As Calyx turns the petals to sun-glance
Chalice turns flower of Chivalry to Lance;
The purple grape foretold impassioned Christ,
The shared Cup turns and feeds us in the Dance.

Choose faith as you would choose a favourite star:
The one that’s brightest to you where you are;
Search for your key right here where it was lost,
With light of Tao, or Christ, or Inch’allah.

Only: exemplify by work your love—
Clear the blocked way for those too weak to shove,
Light up life’s scene for eyes to weak to see,
And help transform Below into Above.

Published: Rubies In The Darkness, UK, Winter 2005

FOR ELIOT

I guess
Success
Not elation
Or creation
Alone may men not mock;

God bless
T.S.,
Spared the temptation
Of our generation —
Writing rhymes for rock.

Published: Metverse Muse, India, March 2008

August 4, 2008

GOD IS TWO BROTHERS

God is two brothers, one dark and one light,
Riding out Time in a tiny ship;
Half day and half night gives little room;
God knows that a rose, red rose or white,
Is a rose is a rose is a bud is a bloom
Is brown blown petals and a drying hip;
And the length of Time’s budding, blowing park
Walk the arm-linked arguers, Light and Dark.

Published: Ryerson Free Press, Canada, April 2008

August 3, 2008

OLD SAILORS

Two tars talked of sealing and sailing; one said with a sigh
“Remember gulls wheeling and wailing, we wondering why,
“And noting bells pealing, sun paling — it vanished like pie!
“And then the boat heeling, sky hailing, the wind getting high,
“And that drunken Yank reeling to railing and retching his rye,
“John missing his Darjeeling jailing, and calling for chai?
“While we battened, all kneeling and nailing, the hurricane nigh,
“And me longing for Ealing, and ailing?” His mate said “Aye-aye;
“I could stand the odd stealing, food staling, not fit for a sty,
“And forget any feeling of failing, too vast to defy –
“Home-leaving your paint-peeling paling too far to espy –
“All because of the healing friend-hailing, the hello! and hi!
“And, with the gulls squealing, quick-scaling the mast to the sky.”

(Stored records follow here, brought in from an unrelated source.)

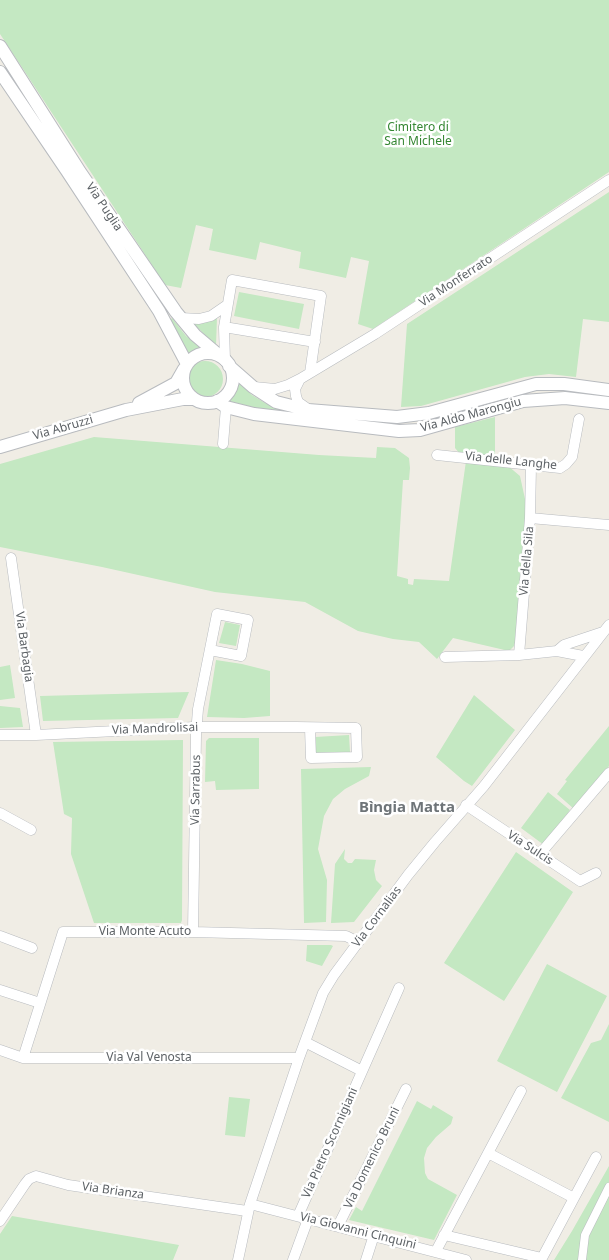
<!DOCTYPE html>
<meta charset="utf-8">
<style>
body{margin:0}
canvas{display:block;background:#f0ede5}
</style>
<canvas width="609" height="1260"></canvas>
<script>
const ctx = document.querySelector('canvas').getContext('2d');
ctx.lineJoin = 'round';
function fill(path, color) { ctx.fillStyle = color; ctx.fill(path, 'evenodd'); }
const toPath = rows => new Path2D(rows.map(r => 'M' + r).join(''));
function trace(path, color, width, dash) { ctx.strokeStyle = color; ctx.lineWidth = width; ctx.lineCap = dash ? 'butt' : 'round'; ctx.setLineDash(dash || []); ctx.stroke(path); }
function label(font, color, halo, rows, align = 'center') {
  ctx.font = font + ' "Noto Sans",sans-serif'; ctx.lineWidth = 5; ctx.setLineDash([]); ctx.textBaseline = 'middle'; ctx.strokeStyle = halo; ctx.fillStyle = color; for (const [text, x, y, turn = 0] of rows) {
    ctx.save(); ctx.translate(x, y); ctx.rotate((+turn || 0) * Math.PI / 180); ctx.textAlign = isNaN(turn) ? turn : align; if (halo) ctx.strokeText(text, 0, 0); ctx.fillText(text, 0, 0); ctx.restore();
  }
}
fill(toPath([
 [0,0,609,0,609,172,373,329,358,324,369,261,351,257,346,278,299,268,301,252,260,242,256,260,209,250,213,229,196,225,181,288,165,285,0,34],
 [609,192,609,322,583,319,576,377,549,374,525,377,421,406,401,407,407,324],
 [239,292,304,304,299,329,234,316],
 [217,317,216,346,194,324,200,324],
 [172,318,186,336,201,347,185,355,181,339,170,320],
 '187 379a18 18 0 1 1 36 0a18 18 0 1 1-36 0Z',
 [238,381,252,395,265,403,304,414,271,412,225,401,234,392],
 [495,417,495,455,520,476,525,499,525,523,517,635,514,646,509,651,453,638,437,659,419,642,393,639,358,631,305,602,215,592,102,567,0,547,0,464,94,437,319,455,376,458,377,447,395,448,409,458,410,468,409,480,403,480,397,576,408,579,408,584,413,585,414,579,449,581,466,461,455,448,455,427],
 [225,622,240,625,236,646,219,643],
 [216,660,242,664,270,671,270,716,244,718,207,717],
 [10,665,15,698,0,700,0,667],
 [189,692,178,718,43,721,40,696],
 [474,695,515,730,472,786,464,781,436,757],
 [0,706,20,708,23,727,0,728],
 [609,726,609,766,574,809,557,794,567,781,565,780],
 [349,735,350,752,316,753,315,737],
 [209,738,259,738,259,789,216,790,215,781,205,782,206,741],
 [183,740,182,920,181,923,94,923,71,854,72,818,64,814,53,742],
 [371,767,369,776,345,789,333,799,324,816,318,849,327,880,326,922,304,923,301,769],
 [548,792,570,810,544,845,521,828],
 [345,849,344,859,348,863,352,863,355,859,376,860,374,870,376,880,382,886,354,922,331,923,335,864],
 [516,852,573,892,504,1001,444,963],
 [307,945,331,945,333,946,322,966,306,961],
 [547,964,607,996,557,1092,497,1061],
 [609,1024,609,1122,561,1098,591,1043,601,1040],
 [229,1097,250,1099,245,1137,225,1135],
 [417,1101,431,1109,433,1105,453,1117,451,1124,436,1137,427,1148,424,1158,425,1173,428,1179,457,1195,434,1240,349,1220,356,1207,362,1211],
 [609,1166,609,1260,554,1260,572,1231],
 [12,1216,179,1245,173,1260,0,1260,0,1234]
]), '#c4e8c2');
const pedestrian = toPath([
 [582,1260,585,1235,609,1187]
]);
const minor = toPath([
 [181,318,199,319,211,316,227,305],
 [224,327,315,342],
 [225,361,224,327,232,280,321,296,310,373],
 [300,379,295,389,296,396,298,402,308,409],
 [254,387,275,389,288,385,300,379,375,334,609,180],
 [223,444,226,407],
 [437,455,560,468,566,464,572,457,579,419],
 [530,518,609,525],
 [11,558,36,735],
 [557,651,564,645,603,632],
 [519,655,530,518,531,466],
 [445,657,519,655,557,651,583,656],
 [0,735,36,735,196,727,296,727,356,728,357,757,311,758,310,728],
 [466,805,580,881,596,873],
 [0,813,31,830],
 [539,855,609,773],
 [193,932,196,735,198,709,217,614,248,620,241,656,210,650],
 [0,936,32,948],
 [0,990,40,1003],
 [305,1042,362,1071],
 [0,1050,23,1058,299,1058],
 [23,1058,63,932,193,932,346,936,358,942],
 [574,1198,596,1157],
 [250,1204,466,1260],
 [298,1216,399,988],
 [0,1221,25,1184,29,1179,36,1176,68,1185,247,1211],
 [338,1226,406,1089],
 [444,1235,542,1258,574,1198,488,1153],
 [436,1251,521,1091],
 [238,1260,250,1204,299,1058,323,993,334,975,408,875,435,842,484,786,609,625],
 [293,1260,308,1219],
 [366,1260,374,1235]
]);
const tertiary = toPath([
 [0,46,80,172,176,312,195,335,221,357],
 [0,72,67,171,159,311,187,364],
 '183 378a25 25 0 1 1 50 0a25 25 0 1 1-50 0Z',
 [229,366,253,387,276,402,308,410,397,417,429,413,536,384,564,384,609,390],
 [217,401,226,407,254,414,399,431,420,430,523,401,565,398,609,403],
 [139,403,176,383,184,369],
 [0,447,126,410,183,399,194,399]
]);
trace(pedestrian, '#b8bbbf', 9);
trace(minor, '#b8bbbf', 11);
trace(tertiary, '#b8bbbf', 14);
trace(pedestrian, '#fff', 8);
trace(minor, '#fff', 10);
trace(tertiary, '#fff', 12);
label('12px', '#358733', '#fff', [
 ["Cimitero di",418,128],
 ["San Michele",418,142]
]);
label('12px', '#5d6266', '#fff', [
 ["Via Puglia",104,207,56],
 ["Via Monferrato",456,281,-33],
 ["Via Aldo Marongiu",471,415,-15],
 ["Via Abruzzi",63,428,-16],
 ["Via delle Langhe",511,461,6],
 ["Via della Sila",527,561,-85],
 ["Via Barbagia",24,647,82],
 ["Via Mandrolisai",155,729,-2],
 ["Via Sarrabus",196,790,-89],
 ["Via Sulcis",530,848,33],
 ["Via Cornalias",377,917,-53],
 ["Via Monte Acuto",145,932],
 ["Via Val Venosta",149,1058],
 ["Via Pietro Scornigiani",330,1143,-66],
 ["Via Domenico Bruni",372,1158,-64],
 ["Via Brianza",113,1191,8],
 ["Via Giovanni Cinquini",358,1231,14]
]);
label('bold 15px', '#6e7478', '#fff', [
 ["Bìngia Matta",407,808]
]);
</script>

Published online: Snakeskin, UK, August 2008

No No Nse Nse

No
No
Nse
Nse
And things like that
May look like nonsense
But there is
No
No
Nse
Nse
Published online: Snakeskin, UK, August 2008

July 17, 2008

PHOTO OF A DEAD IRAQI

Hard to describe blown-off-ness of a head:
No head, neck, shoulder – only flopping flesh,
Unfinished ending of a smooth-limbed, fresh,
Strong, naked body on white-sheeted bed;
A tangled, mangled churning; then, instead
Of the anticipated face (serene
As marble statue, Christmas figurine)
Instead, disorganized meat, spilling red.

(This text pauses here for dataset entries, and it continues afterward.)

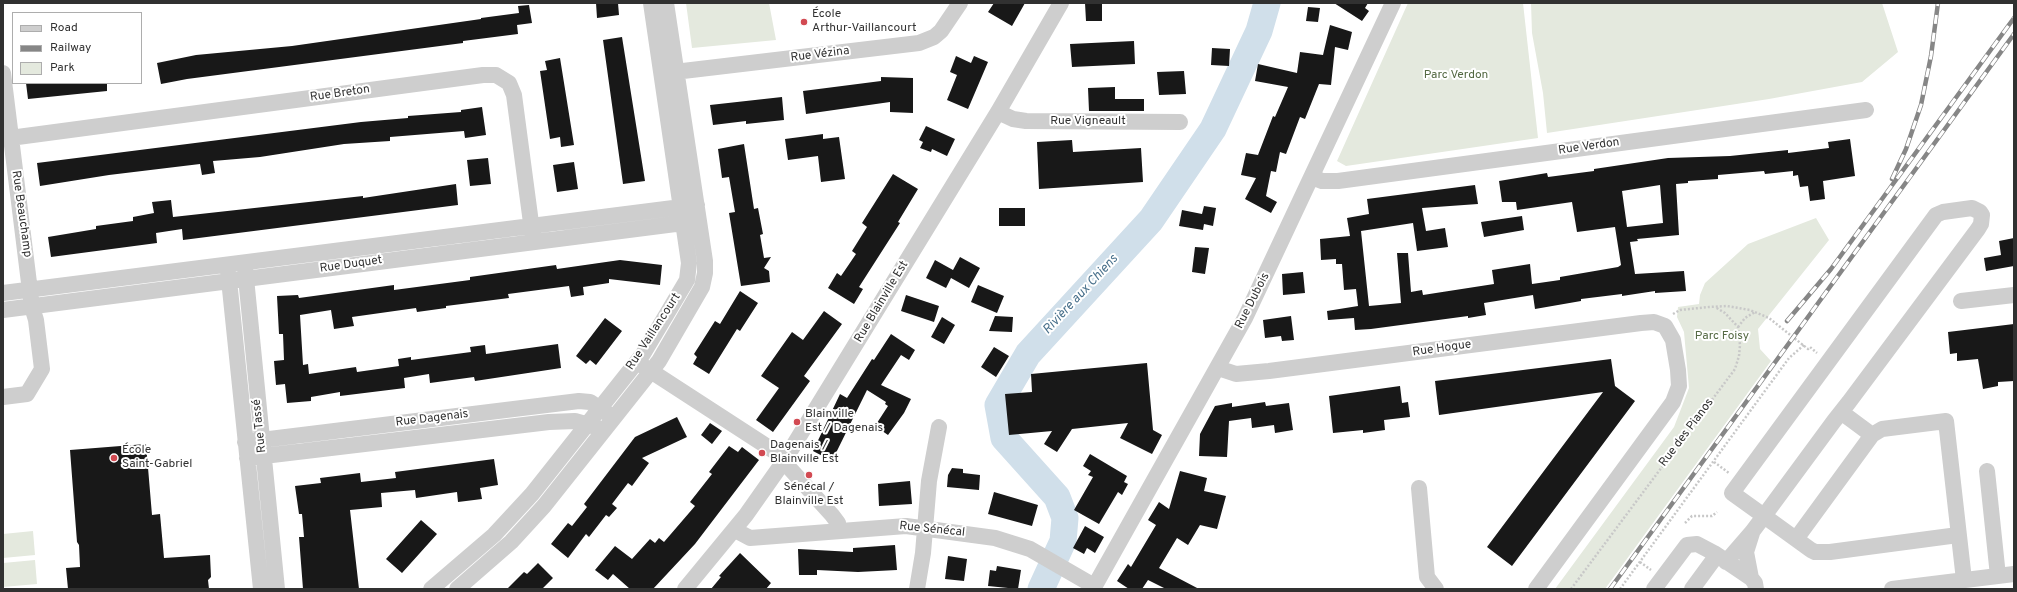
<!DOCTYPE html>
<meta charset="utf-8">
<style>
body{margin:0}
#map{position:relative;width:2017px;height:592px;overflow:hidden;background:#fff;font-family:Overpass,sans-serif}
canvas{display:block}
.frame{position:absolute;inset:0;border:4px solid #313131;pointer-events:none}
.legend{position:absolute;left:12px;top:12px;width:130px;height:72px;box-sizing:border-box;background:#fff;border:1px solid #adadad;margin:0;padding:5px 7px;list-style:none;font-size:12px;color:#313131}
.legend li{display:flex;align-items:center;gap:8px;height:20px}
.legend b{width:20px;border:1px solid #adadad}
</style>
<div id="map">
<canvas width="2017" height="592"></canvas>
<div class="frame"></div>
<ul class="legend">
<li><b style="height:5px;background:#cecece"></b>Road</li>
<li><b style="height:5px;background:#868686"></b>Railway</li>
<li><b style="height:11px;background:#e4e9de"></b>Park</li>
</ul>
</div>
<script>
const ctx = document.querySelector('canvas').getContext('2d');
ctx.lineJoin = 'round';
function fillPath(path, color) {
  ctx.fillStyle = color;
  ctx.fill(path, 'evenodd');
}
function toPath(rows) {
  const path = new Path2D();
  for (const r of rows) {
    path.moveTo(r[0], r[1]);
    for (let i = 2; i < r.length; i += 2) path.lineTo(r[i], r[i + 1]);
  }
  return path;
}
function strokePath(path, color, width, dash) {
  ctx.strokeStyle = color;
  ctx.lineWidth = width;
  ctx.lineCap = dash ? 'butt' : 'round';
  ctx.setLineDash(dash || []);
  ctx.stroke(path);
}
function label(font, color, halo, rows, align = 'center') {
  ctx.font = font + ' Overpass,sans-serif';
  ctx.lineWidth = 4;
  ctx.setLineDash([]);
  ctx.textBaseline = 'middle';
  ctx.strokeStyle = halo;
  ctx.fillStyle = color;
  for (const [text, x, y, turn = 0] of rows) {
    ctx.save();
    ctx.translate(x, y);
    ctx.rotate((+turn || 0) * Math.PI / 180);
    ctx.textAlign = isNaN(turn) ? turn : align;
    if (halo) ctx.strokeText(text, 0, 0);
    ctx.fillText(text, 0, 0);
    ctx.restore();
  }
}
fillPath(toPath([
 [686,3,769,3,776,40,692,48],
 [1408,3,1523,3,1538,138,1346,166,1337,161],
 [1531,3,1882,3,1898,52,1862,82,1769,99,1547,133,1543,93,1532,33],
 [1816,218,1829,240,1758,329,1760,349,1771,361,1605,589,1555,589,1674,427,1689,388,1684,332,1677,317,1678,307,1699,304,1700,295,1705,283,1748,244],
 [33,531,35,555,3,558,3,534],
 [35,560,37,584,3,587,3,563]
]), '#e4e9de');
strokePath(toPath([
 [1041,589,1063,541,1065,518,1057,497,1004,438,998,405,1028,354,1151,220,1213,129,1259,31,1267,3]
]), '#d0dfea', 27);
fillPath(toPath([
 [596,3,618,3,619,15,597,18],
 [994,3,1025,3,1012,26,988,12],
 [1085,3,1102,3,1102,21,1086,21],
 [1334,3,1368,3,1365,8,1369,11,1362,21],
 [529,5,532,23,517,25,518,34,463,41,463,43,187,79,161,84,157,63,196,55,292,46,481,19,481,18,519,13,518,6],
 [1308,7,1320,8,1318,22,1306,21],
 [1330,25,1352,32,1348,50,1335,47,1331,85,1319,84,1305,119,1300,117,1286,154,1280,152,1276,172,1271,171,1266,196,1277,202,1271,213,1245,199,1256,178,1241,175,1246,153,1258,155,1273,116,1275,117,1288,87,1255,81,1258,64,1297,73,1300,52,1323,55],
 [622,37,645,181,623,184,603,40],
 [1134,41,1135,64,1072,67,1070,44],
 [1212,48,1230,49,1229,66,1211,65],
 [956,56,971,63,974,56,988,62,968,109,947,100,957,75,950,72],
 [560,58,574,145,561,147,560,137,550,139,540,71,547,70,545,61],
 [1184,71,1186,94,1159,95,1157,72],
 [881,77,913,78,913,113,890,112,890,102,806,114,803,91,881,81],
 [26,83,107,83,107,91,28,99],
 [1115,87,1115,99,1144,99,1144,111,1089,111,1088,88],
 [782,97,784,120,746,124,746,121,713,125,710,105],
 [482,107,486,135,465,138,464,131,390,137,390,141,344,144,260,157,213,161,215,173,202,175,200,164,109,175,40,186,37,163,361,122,408,118,408,116,461,112,461,110],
 [926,126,955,139,947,156,932,149,931,152,920,148,923,142,919,140],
 [823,134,823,139,839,137,845,179,821,182,818,156,788,160,785,139],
 [1850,139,1855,176,1823,181,1825,199,1810,201,1808,186,1800,187,1798,175,1793,176,1793,171,1765,174,1764,171,1718,175,1718,179,1688,181,1688,183,1676,184,1679,235,1637,239,1638,241,1630,242,1635,274,1684,271,1686,291,1655,293,1655,291,1622,296,1622,294,1581,299,1581,301,1535,309,1533,295,1484,303,1486,315,1468,318,1468,316,1371,329,1355,330,1354,318,1328,320,1327,311,1358,306,1356,289,1344,290,1342,264,1336,264,1336,259,1321,260,1320,239,1350,236,1347,218,1369,214,1367,199,1475,185,1478,204,1422,208,1426,231,1445,228,1448,247,1417,251,1413,223,1361,231,1369,306,1401,303,1397,253,1408,253,1411,292,1422,290,1423,295,1494,284,1492,270,1530,264,1532,284,1560,280,1560,277,1618,267,1621,265,1615,227,1577,232,1572,202,1517,210,1516,202,1502,202,1499,181,1547,173,1548,177,1594,171,1594,169,1668,158,1730,156,1788,150,1788,153,1829,148,1828,142],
 [1660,185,1663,223,1627,227,1622,191],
 [1072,140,1073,152,1141,148,1143,182,1039,189,1037,142],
 [744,144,754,209,758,208,763,234,760,235,764,258,771,257,764,268,769,271,770,282,741,286,729,213,735,212,729,177,722,178,718,149],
 [488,158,491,184,470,186,467,160],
 [574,162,578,189,557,192,553,165],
 [893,174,918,189,898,222,900,223,859,287,863,289,854,304,828,288,837,273,841,276,856,254,852,251,867,227,862,223],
 [456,184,458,205,183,240,182,229,156,233,157,243,51,257,48,237,96,229,96,226,133,221,133,217,154,213,152,202,171,200,173,217,363,196,363,198],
 [1204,206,1216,208,1213,226,1204,224,1203,230,1179,226,1182,210,1202,214],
 [999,208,1025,208,1025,226,999,226],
 [1522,216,1524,230,1484,237,1481,222],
 [2014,238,2014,266,1986,271,1984,258,2001,255,1999,241],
 [1195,247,1209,248,1205,274,1192,272],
 [960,257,980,268,969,288,951,278,946,288,926,278,935,260,953,270],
 [620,260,662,265,660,285,609,279,609,283,583,287,584,295,571,297,569,286,508,294,509,298,446,306,446,308,417,312,416,308,352,317,354,326,334,329,331,310,300,315,303,365,308,364,309,374,356,367,357,372,399,366,398,359,411,357,411,360,471,352,470,347,485,345,486,354,558,344,561,368,475,381,474,377,430,383,429,374,404,378,405,388,340,396,340,392,311,397,311,401,287,403,285,384,276,385,274,361,284,360,283,334,279,334,277,296,298,295,299,298,394,285,394,290,470,280,470,277,556,265,557,269],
 [1303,272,1305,293,1283,295,1282,274],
 [978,285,1004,296,997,313,971,302],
 [740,291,758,303,740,331,737,329,709,374,693,364,697,357,694,354,715,321,720,324],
 [906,295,939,306,934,322,901,311],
 [824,311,842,324,804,376,810,381,773,432,756,420,779,388,761,376,792,332,803,340],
 [995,316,1013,317,1012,332,989,331],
 [1291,316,1294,340,1282,341,1281,336,1265,338,1263,320],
 [942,317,955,325,944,344,931,337],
 [605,318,622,331,596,365,590,360,586,364,576,356],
 [2014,324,2014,381,1998,382,1998,386,1983,389,1978,359,1957,361,1957,353,1950,354,1948,332],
 [891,334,915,350,909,360,901,355,881,385,911,399,904,413,888,435,875,426,888,406,885,404,886,402,867,390,832,461,813,451,840,394,847,398,872,359,874,360],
 [994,347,1009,356,996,377,981,367],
 [1611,359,1615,386,1635,401,1512,566,1487,547,1603,392,1439,415,1435,381],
 [1147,363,1153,430,1162,435,1152,454,1120,438,1128,423,1072,429,1057,452,1044,444,1052,431,1009,435,1005,394,1032,392,1031,374],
 [1400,386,1402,403,1408,402,1410,417,1384,420,1385,430,1363,433,1363,430,1333,433,1329,396],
 [1265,402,1266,406,1289,403,1293,430,1275,433,1274,425,1252,428,1251,418,1229,421,1227,457,1199,456,1200,434,1215,406,1232,403,1232,407],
 [677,417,687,437,642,458,649,463,632,486,628,483,612,504,617,508,609,517,606,515,589,537,586,534,568,558,551,544,568,523,572,526,587,507,584,504,635,437],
 [710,423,722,431,712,444,701,435],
 [146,444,152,515,160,514,164,558,210,555,211,577,208,580,209,589,68,589,66,568,80,567,79,545,77,542,70,450],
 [729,446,738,452,742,447,759,460,695,544,653,589,630,589,613,574,608,580,595,570,615,546,632,559,650,539,655,543,659,538,664,542,695,506,690,502,712,474,709,472],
 [1090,454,1127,476,1124,482,1128,484,1122,495,1118,492,1099,524,1074,510,1093,477,1088,475,1091,471,1083,466],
 [494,459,498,485,480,488,482,499,458,502,457,492,416,498,415,490,381,493,382,507,350,510,359,589,303,589,299,537,304,537,302,514,299,514,295,486,321,483,320,478,360,473,361,482,396,478,395,472],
 [952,468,963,469,963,473,980,475,979,490,947,487,948,475],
 [1180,471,1207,478,1204,491,1226,496,1217,529,1200,525,1188,545,1177,538,1159,568,1199,589,1166,589,1148,580,1142,589,1129,589,1117,581,1128,564,1131,567,1156,525,1148,520,1159,502,1169,509],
 [910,481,912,504,879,506,878,484],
 [994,492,1038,505,1032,526,988,514],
 [421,520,437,534,402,573,386,559],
 [1085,526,1104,537,1095,553,1087,548,1084,554,1073,548],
 [895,545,897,570,858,572,817,570,817,575,799,575,798,549,853,552,853,548],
 [740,553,771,583,766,589,711,589,721,577,719,576],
 [948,556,967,559,964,581,945,579],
 [538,563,553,578,542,589,507,589,524,572,527,574],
 [997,566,1021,570,1018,589,988,586,990,570,996,571]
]), '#181818');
strokePath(toPath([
 [1673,314,1680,310,1709,307,1727,306,1750,310,1769,318,1808,349,1810,347,1817,353],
 [1738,327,1745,318,1755,312],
 [1714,462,1729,473],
 [1685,523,1692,516,1712,516,1717,512],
 [1640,562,1651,570],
 [1571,589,1735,369,1739,356,1740,345,1738,327,1725,313,1715,307],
 [1620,589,1789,358,1804,345]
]), '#c8c8c8', 2.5, [2, 2]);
strokePath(toPath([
 [3,73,32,307,36,320,42,369,27,394,3,397],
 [666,73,919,43,934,37,941,31,960,3],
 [998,112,1013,119,1026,121,1180,122],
 [10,138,483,75,496,75,509,83,514,95,533,238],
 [1312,177,1322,181,1338,181,1866,110],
 [245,268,277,589],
 [228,270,261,589],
 [3,293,697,205],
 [1961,301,2014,295],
 [3,310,699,221],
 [643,366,774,451,832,515,838,523,838,531],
 [1218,368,1236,374,1269,371,1641,323,1654,322,1665,326,1673,340,1678,370,1679,386,1673,402,1536,589],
 [1872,435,1882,429,1946,421,1964,580],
 [245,442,579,401,590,402,608,414],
 [247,458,549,422,575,421,596,427],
 [1987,471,1998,576],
 [1419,488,1427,577,1436,589],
 [735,530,750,538,906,526,995,538,1030,549,1094,586],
 [1796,539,1872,435,1841,412],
 [1726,562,1752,532,1764,516,1834,421,1849,402,1978,229,1981,224,1982,215,1980,212,1972,208,1943,212,1936,215,1732,493,1764,516,1811,550,1815,552,1830,552,1958,535],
 [1751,578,1746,552,1752,533],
 [431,589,494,535,532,494,643,354,687,280,689,263,651,3],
 [457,589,511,542,544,506,659,361,702,287,705,273,705,261,666,3],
 [685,589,746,515,784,461,998,112,1061,3],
 [917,589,923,553,929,481,939,427],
 [1093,589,1245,318,1393,3],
 [1654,589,1687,545,1697,544,1714,553,1751,578,1755,583,1756,589],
 [1692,589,1717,555],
 [1892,589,2014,574]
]), '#cecece', 16);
const rail = toPath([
 [1892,179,1906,149,1921,105,1931,56,1938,3],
 [1787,321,1831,269,2014,18],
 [1610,589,2014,34]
]);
strokePath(rail, '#868686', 4.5);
strokePath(rail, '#fff', 3, [9]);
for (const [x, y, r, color] of [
 [804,22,4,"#d24a52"],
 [797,422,4,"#d24a52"],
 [762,453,4,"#d24a52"],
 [114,458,4,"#d24a52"],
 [809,475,4,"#d24a52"]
]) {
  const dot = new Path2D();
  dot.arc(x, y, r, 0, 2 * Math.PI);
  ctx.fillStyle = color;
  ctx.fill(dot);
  strokePath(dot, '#fff', 1.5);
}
label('12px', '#313131', '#fff', [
 ["École",812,15],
 ["Arthur-Vaillancourt",812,29],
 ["Blainville",805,415],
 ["Est / Dagenais",805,429],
 ["Dagenais /",770,446],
 ["Blainville Est",770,460],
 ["École",122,451],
 ["Saint-Gabriel",122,465],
 ["Sénécal /",809,488,"center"],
 ["Blainville Est",809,502,"center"]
], 'left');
label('12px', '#313131', '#fff', [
 ["Rue Vézina",820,55,-7],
 ["Rue Breton",340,94,-8],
 ["Rue Vigneault",1088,122],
 ["Rue Verdon",1589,147,-8],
 ["Rue Beauchamp",21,214,82],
 ["Rue Duquet",351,265,-8],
 ["Rue Dubois",1253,301,-63],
 ["Rue Blainville Est",882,302,-59],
 ["Rue Vaillancourt",654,332,-57],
 ["Rue Hogue",1442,349,-8],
 ["Rue Dagenais",432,419,-7],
 ["Rue Tassé",260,426,-96],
 ["Rue des Pianos",1687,433,-53],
 ["Rue Sénécal",932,530,6]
]);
label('12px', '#546943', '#fff', [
 ["Parc Verdon",1456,76],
 ["Parc Foisy",1722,337]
]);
label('italic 13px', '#48708b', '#fff', [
 ["Rivière aux Chiens",1081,295,-47]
]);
</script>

No face or brains or hair. We’re sick, confused.
The torn-off torso seems to have the calm
Proportions of an adult – look again:
The genitalia of a boy of ten.
“Collateral damage” is the term that’s used.
Beside the body, on the sheet, an arm.

Published: Ryerson Free Press, Canada, April 2008

SONG FOR PLANET EARTH

The tall trees are so green, so green,
Hidden birds sing so sweet;
And men, women and children are
Starved, raped, and murdered.

Published: Ryerson Free Press, Canada, April 2008

May 12, 2008

KNIFE OF NIGHT

The knife of night
Spreads swirls of black and white
Over the slice of here.

The taste is bold:
A pinch of cold,
Spiced with primeval fear.

Published: Candelabrum, UK, April 2008

February 7, 2008

WHEN LIKE A BRAINLESS TOAD

When, like a brainless toad in the swamp of God’s mind,

The Universe bellies up its throat to emit a cacophony of galaxies,

Who can be sad to know that the raucous noisemaker is merely mortal

And that one day peace undisturbed will return to the swamp of God’s mind?